Chan Jason R, Blumenschein Wendy, Murphy Erin, Diveu Caroline, Wiekowski Maria, Abbondanzo Susan, Lucian Linda, Geissler Richard, Brodie Scott, Kimball Alexa B, Gorman Daniel M, Smith Kathleen, de Waal Malefyt Rene, Kastelein Robert A, McClanahan Terrill K, Bowman Edward P
Discovery Research, Schering-Plough Biopharma (formerly DNAX Research, Inc.), Palo Alto, CA 94304, USA.
J Exp Med. 2006 Nov 27;203(12):2577-87. doi: 10.1084/jem.20060244. Epub 2006 Oct 30.
Aberrant cytokine expression has been proposed as an underlying cause of psoriasis, although it is unclear which cytokines play critical roles. Interleukin (IL)-23 is expressed in human psoriasis and may be a master regulator cytokine. Direct intradermal administration of IL-23 in mouse skin, but not IL-12, initiates a tumor necrosis factor-dependent, but IL-17A-independent, cascade of events resulting in erythema, mixed dermal infiltrate, and epidermal hyperplasia associated with parakeratosis. IL-23 induced IL-19 and IL-24 expression in mouse skin, and both genes were also elevated in human psoriasis. IL-23-dependent epidermal hyperplasia was observed in IL-19-/- and IL-24-/- mice, but was inhibited in IL-20R2-/- mice. These data implicate IL-23 in the pathogenesis of psoriasis and support IL-20R2 as a novel therapeutic target.

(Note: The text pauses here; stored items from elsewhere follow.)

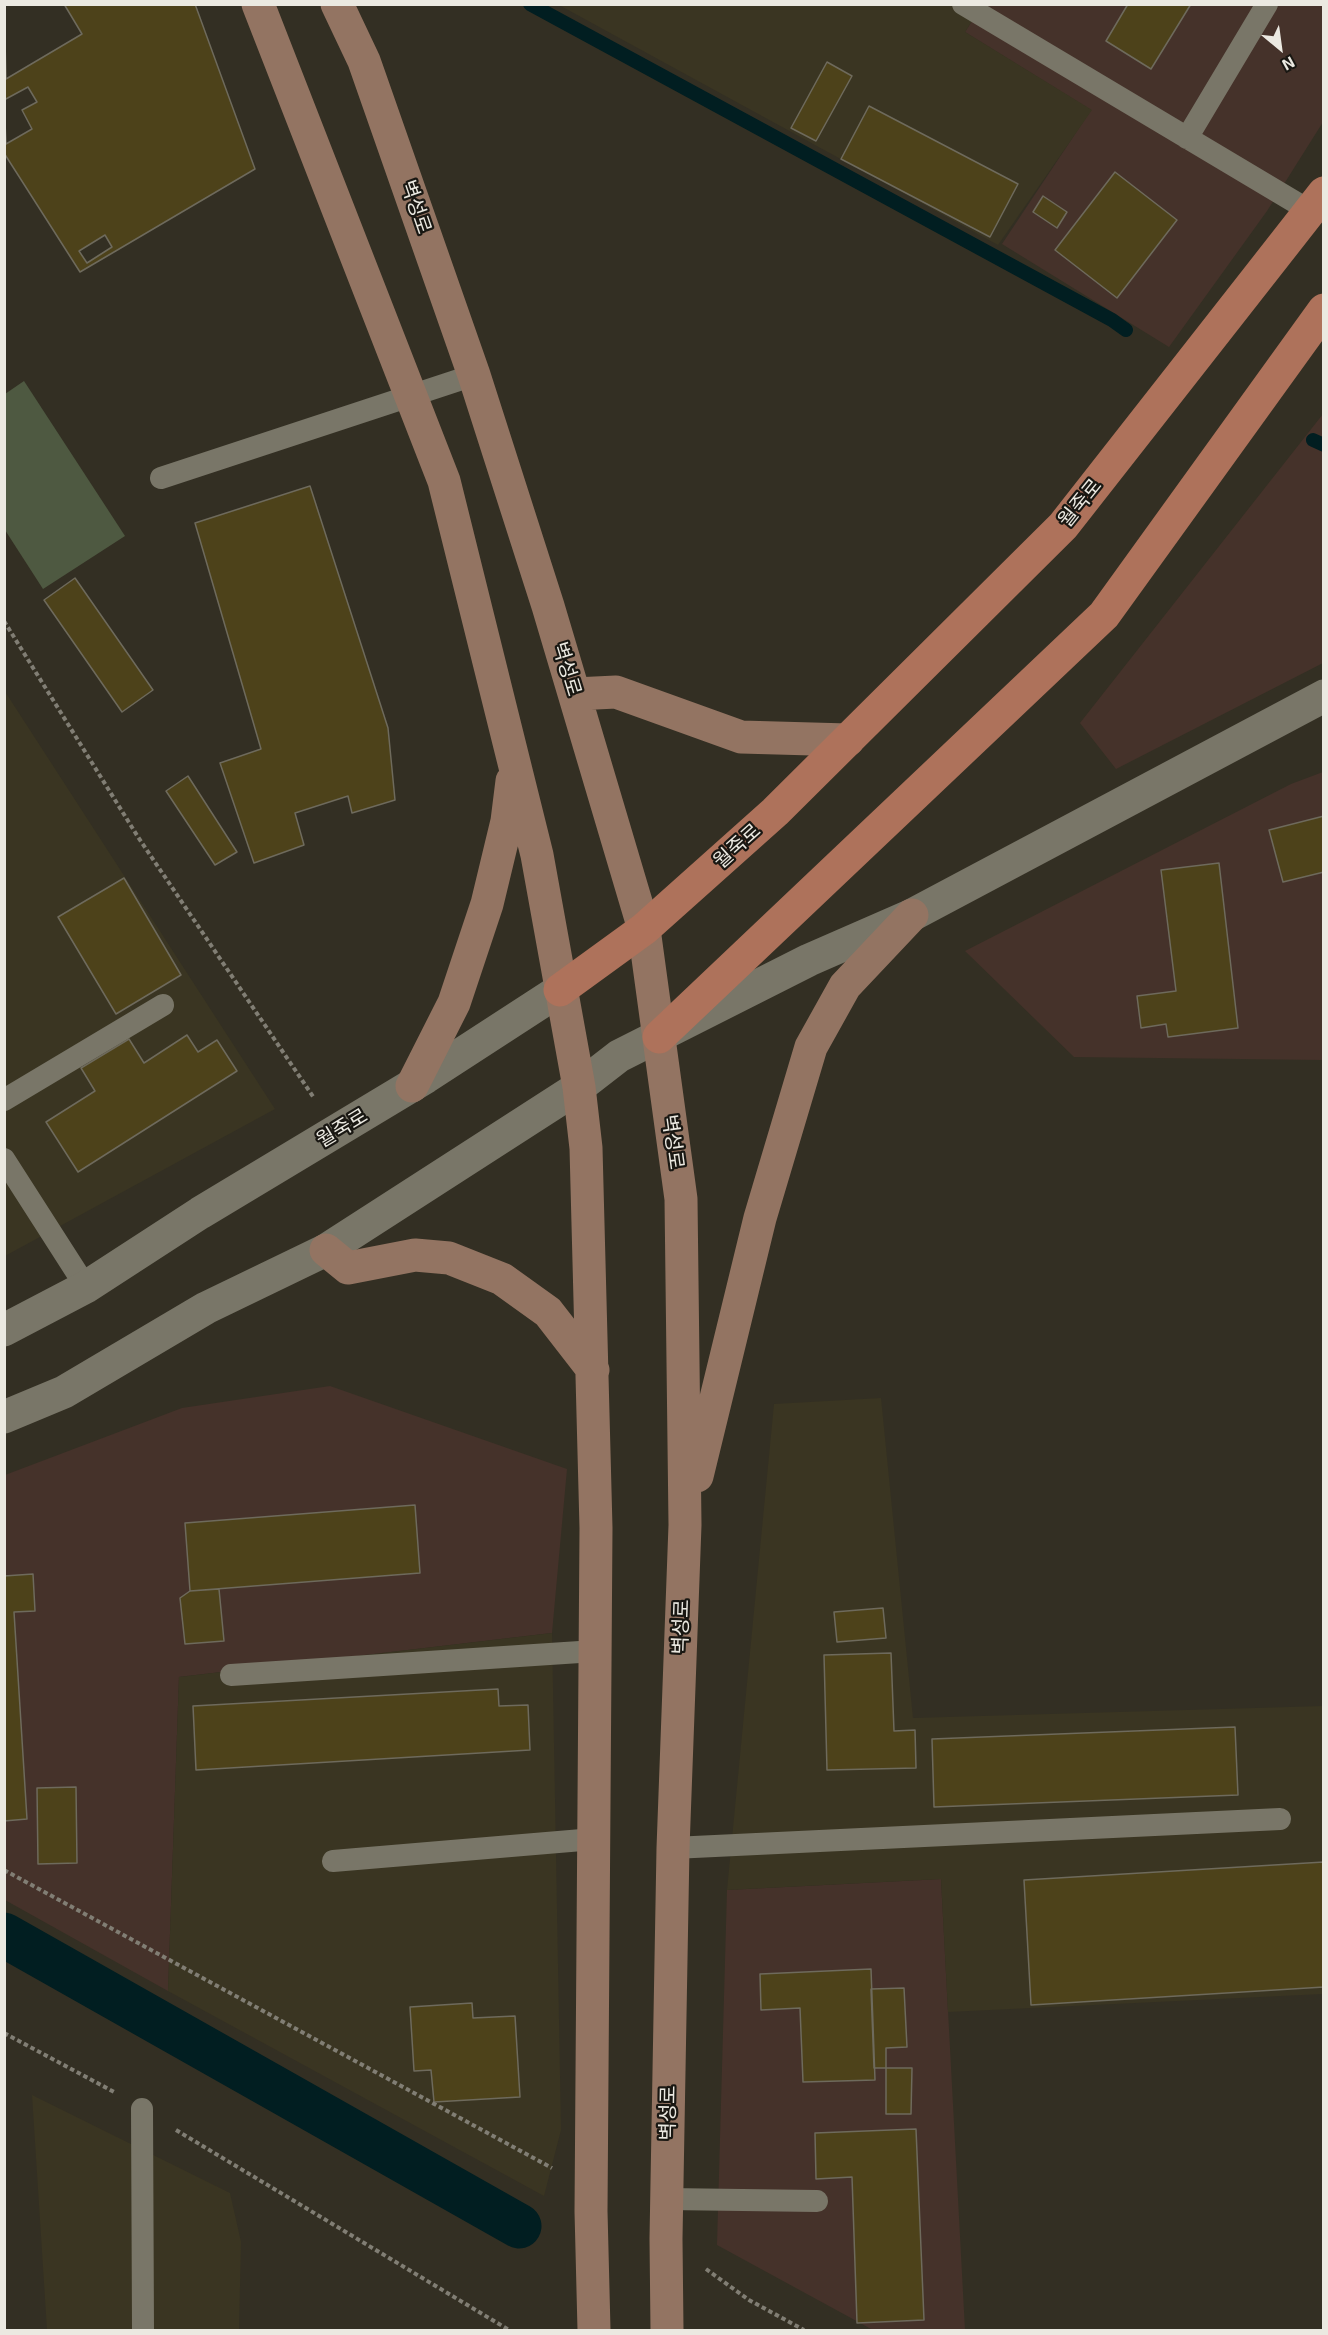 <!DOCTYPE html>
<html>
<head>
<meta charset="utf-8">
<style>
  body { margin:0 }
  #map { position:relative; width:1328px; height:2335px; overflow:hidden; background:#332f23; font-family:"Exo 2",sans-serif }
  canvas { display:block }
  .frame { position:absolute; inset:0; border:6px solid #ebe9e1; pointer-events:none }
  .north { position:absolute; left:1250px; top:18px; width:60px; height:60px; -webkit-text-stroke:4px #191712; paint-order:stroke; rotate:151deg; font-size:16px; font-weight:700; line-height:24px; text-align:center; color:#ebe9e1 }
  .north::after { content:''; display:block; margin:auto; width:21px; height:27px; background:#ebe9e1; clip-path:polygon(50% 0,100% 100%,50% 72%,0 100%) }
</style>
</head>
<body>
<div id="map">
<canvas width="1328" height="2335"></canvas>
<div class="frame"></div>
<div class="north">N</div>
</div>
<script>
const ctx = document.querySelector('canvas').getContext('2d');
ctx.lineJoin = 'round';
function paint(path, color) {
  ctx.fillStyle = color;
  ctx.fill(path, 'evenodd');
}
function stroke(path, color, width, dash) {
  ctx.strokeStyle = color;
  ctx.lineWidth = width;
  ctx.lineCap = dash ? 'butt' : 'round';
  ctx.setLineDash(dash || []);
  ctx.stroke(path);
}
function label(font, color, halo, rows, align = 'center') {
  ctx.font = font + ' "Exo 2","Noto Sans KR",sans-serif';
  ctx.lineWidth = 4.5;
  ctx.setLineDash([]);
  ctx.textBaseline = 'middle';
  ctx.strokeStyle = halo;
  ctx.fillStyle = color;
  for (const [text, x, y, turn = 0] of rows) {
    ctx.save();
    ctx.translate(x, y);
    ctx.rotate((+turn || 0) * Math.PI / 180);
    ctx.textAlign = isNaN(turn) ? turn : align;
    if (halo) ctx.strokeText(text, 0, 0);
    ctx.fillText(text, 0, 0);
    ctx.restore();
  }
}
paint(new Path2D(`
  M982 5H1323V122L1267 211 1169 347 1002 244 1091 110 965 32Z
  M1323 414V663L1116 769 1080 723Z
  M1323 772V1060L1074 1057 965 951 1291 784Z
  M330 1386 567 1469 552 1633 179 1677 168 1991 5 1900V1475L182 1408Z
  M941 1879 965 2330H873L717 2245 727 1890Z`), '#45322a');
paint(new Path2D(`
  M559 5H982L965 32 1092 110 998 245Z
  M4 690 275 1109 5 1256H4Z
  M881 1398 913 1718 1323 1706V1994L948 2012 941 1879 727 1890 774 1404Z
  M552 1633 561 2130 544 2196 168 1991 179 1677Z
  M32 2095 230 2193 241 2242 239 2330H47Z`), '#3a3522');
paint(new Path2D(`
  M24 381 125 536 43 589 5 530V394Z`), '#4e5941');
stroke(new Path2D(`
  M530 4 1112 320 1126 330
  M1313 440 1324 445`), '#011e21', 14);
stroke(new Path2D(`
  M4 1935 519 2226`), '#011e21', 45);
const building = new Path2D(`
  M4 4H64L82 34 6 79Z
  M4 4H195L255 169 80 272 4 153Z
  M1128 4H1191L1151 69 1106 41Z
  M827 62 852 76 816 141 791 128Z
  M28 87 37 102 22 110 32 129 6 144 4 100Z
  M869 106 1018 184 990 237 841 159Z
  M1115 172 1177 220 1117 298 1055 250Z
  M1043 196 1067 212 1057 228 1033 212Z
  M105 235 112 247 87 263 79 251Z
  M310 486 388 728 395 800 352 813 348 796 295 813 304 845 254 863 220 763 261 749 195 523Z
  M75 578 153 690 122 712 44 600Z
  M188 776 237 852 215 865 166 791Z
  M1324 816V872L1283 882 1269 830Z
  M1219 863 1238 1028 1168 1037 1166 1024 1141 1028 1137 996 1176 991 1161 870Z
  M124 878 181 975 116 1014 58 917Z
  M187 1035 198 1052 217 1040 237 1071 78 1172 46 1122 95 1091 81 1068 129 1039 144 1063Z
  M415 1505 420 1573 190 1591 185 1523Z
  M33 1574 35 1611 14 1612 27 1819 4 1821V1576Z
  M219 1589 224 1641 185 1644 180 1598 190 1591Z
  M883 1608 886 1638 837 1642 834 1612Z
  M891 1653 894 1731 915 1730 916 1768 827 1770 824 1655Z
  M498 1689 499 1706 528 1705 530 1750 196 1770 193 1706Z
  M1235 1727 1238 1795 934 1807 932 1739Z
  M76 1787 77 1863 38 1864 37 1788Z
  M1324 1862V1987L1031 2005 1024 1880Z
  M871 1969 875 2080 803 2082 800 2008 761 2010 760 1974Z
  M904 1988 907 2047 886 2048V2068H874L871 1989Z
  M472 2003 473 2018 515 2016 520 2097 434 2102 431 2070 414 2071 410 2007Z
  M886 2068H912L911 2114H886Z
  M916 2129 924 2320 857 2323 852 2177 816 2179 815 2133Z`);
paint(building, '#4d421a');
stroke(building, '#6e6a5c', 1.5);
stroke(new Path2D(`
  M4 621 138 837 314 1098
  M4 1870 552 2168
  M4 2033 116 2093
  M176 2130 509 2330
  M706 2269 749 2300 804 2330`), '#817e74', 4, [4.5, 3]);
stroke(new Path2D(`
  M963 4 1310 211
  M1187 138 1267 4
  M161 478 474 375
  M4 1100 163 1005
  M4 1159 86 1287
  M231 1675 595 1651
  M673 1848 1280 1819
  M333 1861 594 1839
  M142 2109 143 2330
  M667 2199 817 2201`), '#797668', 22);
stroke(new Path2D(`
  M4 1330 86 1287 200 1213 426 1077 560 990
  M4 1417 64 1392 206 1308 326 1250 579 1087 619 1056 809 960 912 915 1324 696`), '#797668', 33);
stroke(new Path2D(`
  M258 4 444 481 537 855 579 1087 586 1148 596 1528 591 2211 594 2330
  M337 4 364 61 474 375 548 606 644 929 681 1199 685 1525 673 1848 666 2239 667 2330
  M575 694 616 692 741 737 848 740
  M412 1086 454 1003 487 904 507 821 512 781
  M326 1250 348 1268 415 1255 449 1258 502 1279 548 1312 593 1370
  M697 1476 760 1218 811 1047 845 986 912 915`), '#937462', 33);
stroke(new Path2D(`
  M560 990 644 929 775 812 1063 526 1324 193
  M659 1037 1104 615 1324 310`), '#ae725b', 33);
label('20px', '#ebe9e1', '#191712', [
  ["벽성로",416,207,71],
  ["월죽로",1080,503,-51],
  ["벽성로",567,669,73],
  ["월죽로",737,846,-42],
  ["월죽로",342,1128,-31],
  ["벽성로",673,1142,82],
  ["벽성로",681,1627,-88],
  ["벽성로",668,2113,-89]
]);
</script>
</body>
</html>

细胞因子表达异常被认为是银屑病的潜在病因,尽管尚不清楚哪些细胞因子起关键作用。白细胞介素(IL)-23在人类银屑病中表达,可能是一种主要调节细胞因子。将IL-23直接皮内注射到小鼠皮肤中,而不是IL-12,会引发一系列肿瘤坏死因子依赖性但IL-17A非依赖性的事件,导致红斑、混合性真皮浸润以及与角化不全相关的表皮增生。IL-23在小鼠皮肤中诱导IL-19和IL-24表达,这两个基因在人类银屑病中也升高。在IL-19基因敲除和IL-24基因敲除小鼠中观察到IL-23依赖性表皮增生,但在IL-20R2基因敲除小鼠中受到抑制。这些数据表明IL-23参与银屑病的发病机制,并支持将IL-20R2作为一个新的治疗靶点。